Quiz #252
- 1. Start from a situation where the external surplus is the equivalent of 2 per cent of GDP and the government surplus is 2 per cent. If the government balance stays constant and the external surplus rises to the equivalent of 4 per cent of GDP then:
- National income rises and the private surplus moves from 4 per cent of GDP to 6 per cent of GDP.
- National income remains unchanged and the private surplus moves from 4 per cent of GDP to 6 per cent of GDP.
- National income falls and the private surplus moves from 4 per cent of GDP to 6 per cent of GDP.
- National income rises and the private surplus moves from 0 per cent of GDP to 2 per cent of GDP.
- National income remains unchanged and the private surplus moves from 0 per cent of GDP to 2 per cent of GDP
- National income falls and the private surplus moves from 0 per cent of GDP to 2 per cent of GDP.
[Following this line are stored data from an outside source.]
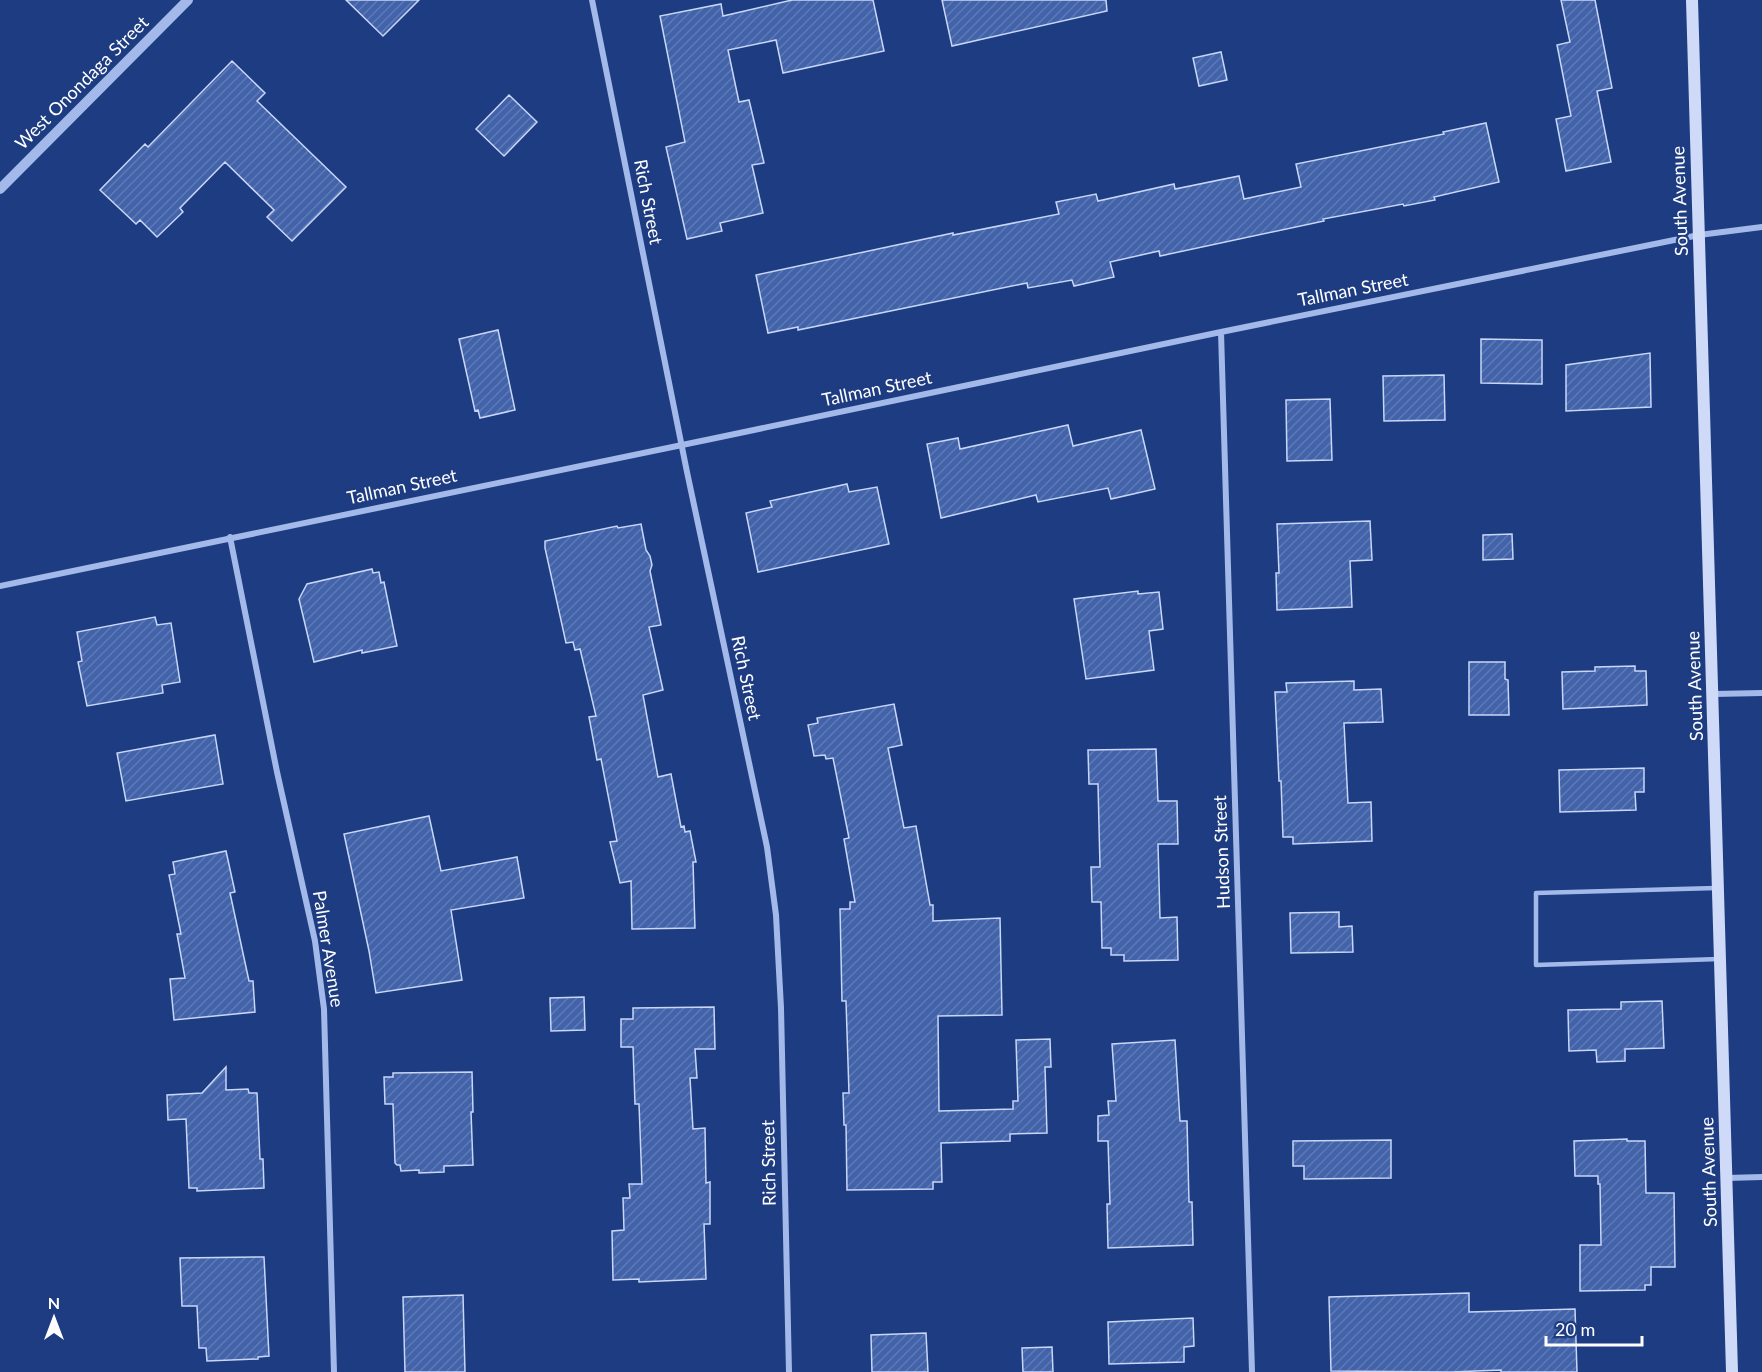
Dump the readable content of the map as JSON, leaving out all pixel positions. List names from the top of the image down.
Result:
{
  "streets": {
    "main road": ["South Avenue"],
    "street": [
      "West Onondaga Street",
      "Rich Street",
      "Tallman Street",
      "Hudson Street",
      "Palmer Avenue"
    ]
  },
  "crossings": [
    ["South Avenue", "Tallman Street"],
    ["Rich Street", "Tallman Street"],
    ["Tallman Street", "Hudson Street"],
    ["Tallman Street", "Palmer Avenue"]
  ],
  "scale_bar": "20 m",
  "north": "top"
}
- 2. Assume a nation is running an external surplus equivalent to 2 per cent of GDP and the private domestic sector is currently saving overall 1 per cent of GDP. In this situation, the government must be running:
- A deficit equal to 1 per cent of GDP.
- A surplus equal to 1 per cent of GDP.
- A deficit equal to 3 per cent of GDP.
- A surplus equal to 3 per cent of GDP.
- 3. Many progressive observers are demanding that bank lending should be more closely regulated to ensure that all bank loans were backed by reserves held at the bank. However, this would unnecessarily reduce the capacity of the banks to lend.